**WHAT NEEDS TO BE DONE**
With the pictures excluded, reproduce all of the data exactly.

(Stored data)
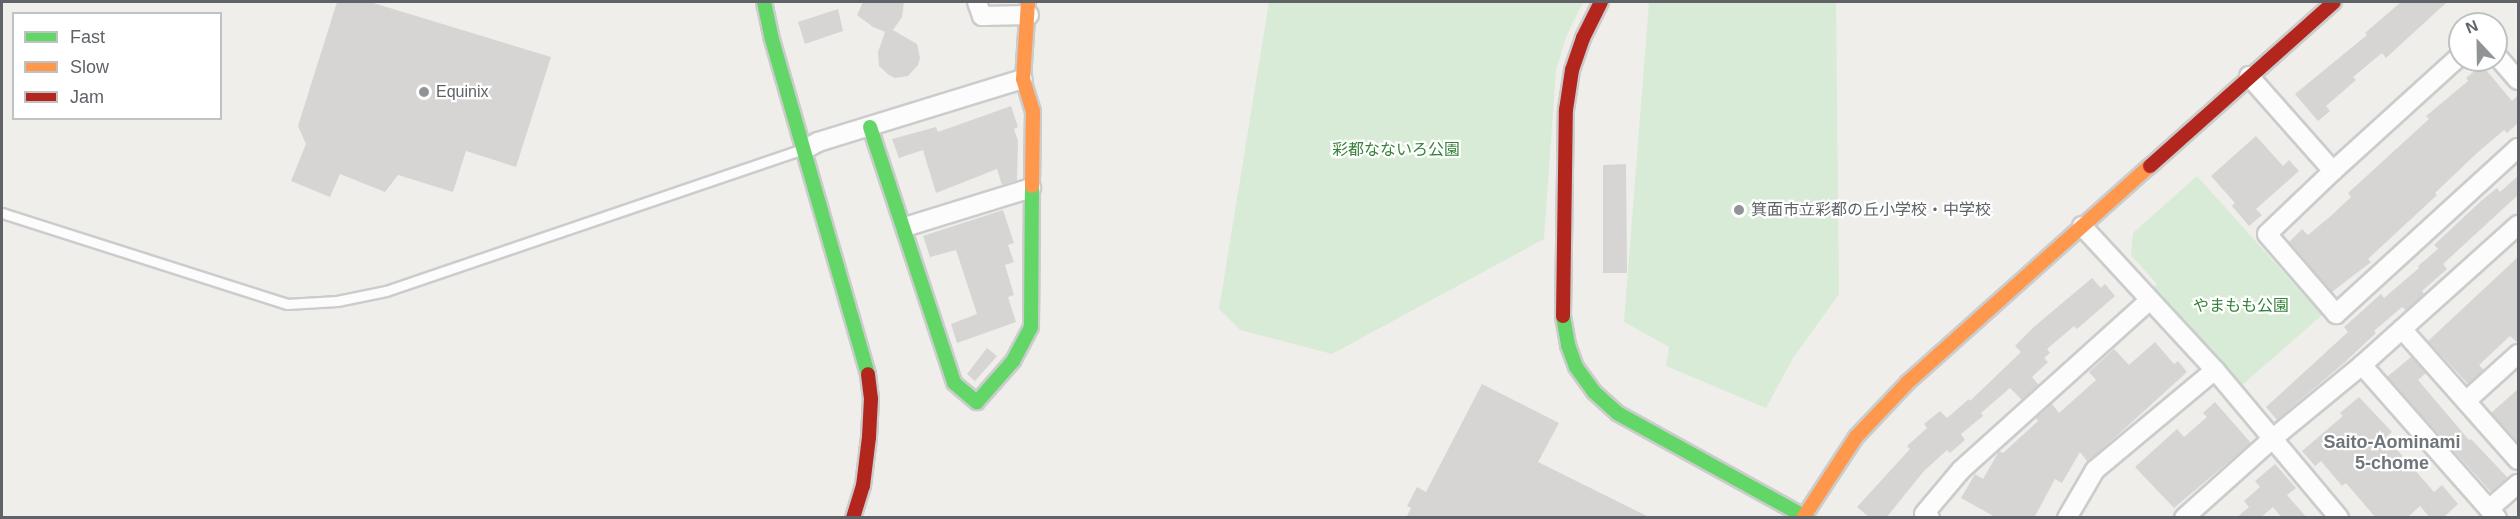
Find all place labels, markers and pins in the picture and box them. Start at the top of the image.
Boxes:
place label: Equinix [436,82,488,102]
marker: Equinix [417,85,431,99]
place label: 箕面市立彩都の丘小学校・中学校 [1751,200,1991,220]
marker: 箕面市立彩都の丘小学校・中学校 [1732,203,1746,217]

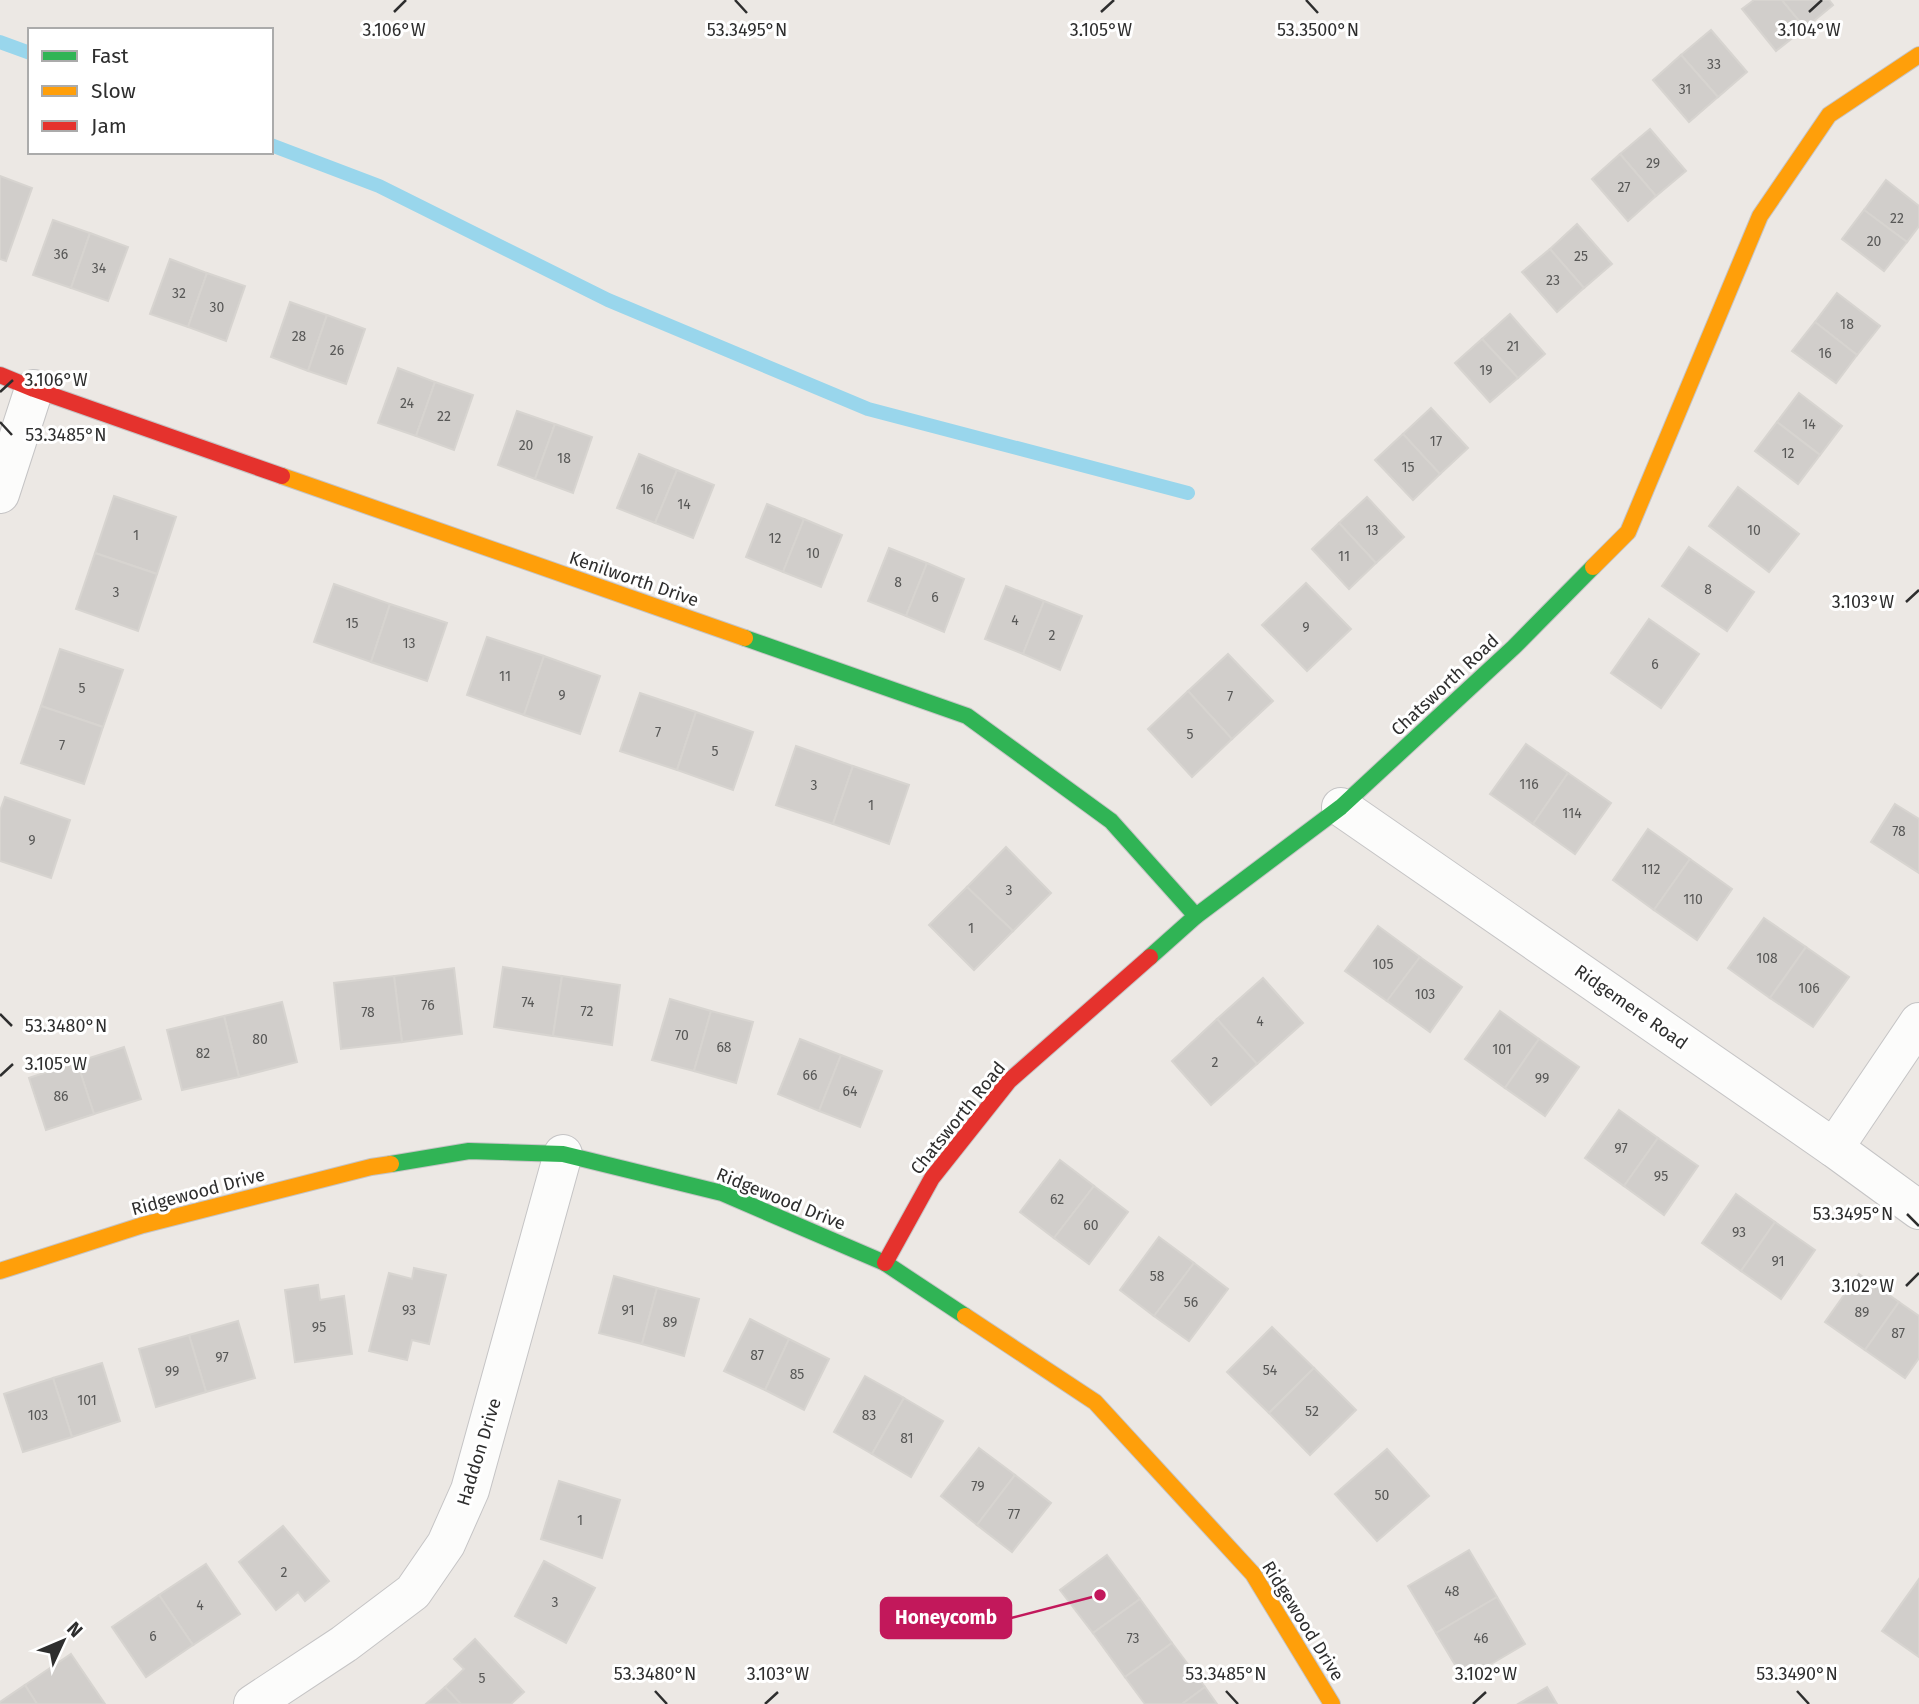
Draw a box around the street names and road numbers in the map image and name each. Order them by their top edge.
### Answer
street label: Kenilworth Drive [566,547,702,611]
street label: Chatsworth Road [1387,630,1503,740]
street label: Ridgemere Road [1570,960,1692,1054]
street label: Chatsworth Road [906,1057,1010,1179]
street label: Ridgewood Drive [713,1163,849,1235]
street label: Ridgewood Drive [129,1164,267,1220]
street label: Haddon Drive [452,1395,506,1509]
street label: Ridgewood Drive [1257,1557,1349,1685]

**WRITTEN REPLY**
Find all place labels, markers and pins in the picture and box them. Start at the top of the image.
Boxes:
place label: Equinix [436,82,488,102]
marker: Equinix [417,85,431,99]
place label: 箕面市立彩都の丘小学校・中学校 [1751,200,1991,220]
marker: 箕面市立彩都の丘小学校・中学校 [1732,203,1746,217]

Draw a box around the street names and road numbers in the map image and name each. Order them by their top edge.
### Answer
street label: Kenilworth Drive [566,547,702,611]
street label: Chatsworth Road [1387,630,1503,740]
street label: Ridgemere Road [1570,960,1692,1054]
street label: Chatsworth Road [906,1057,1010,1179]
street label: Ridgewood Drive [713,1163,849,1235]
street label: Ridgewood Drive [129,1164,267,1220]
street label: Haddon Drive [452,1395,506,1509]
street label: Ridgewood Drive [1257,1557,1349,1685]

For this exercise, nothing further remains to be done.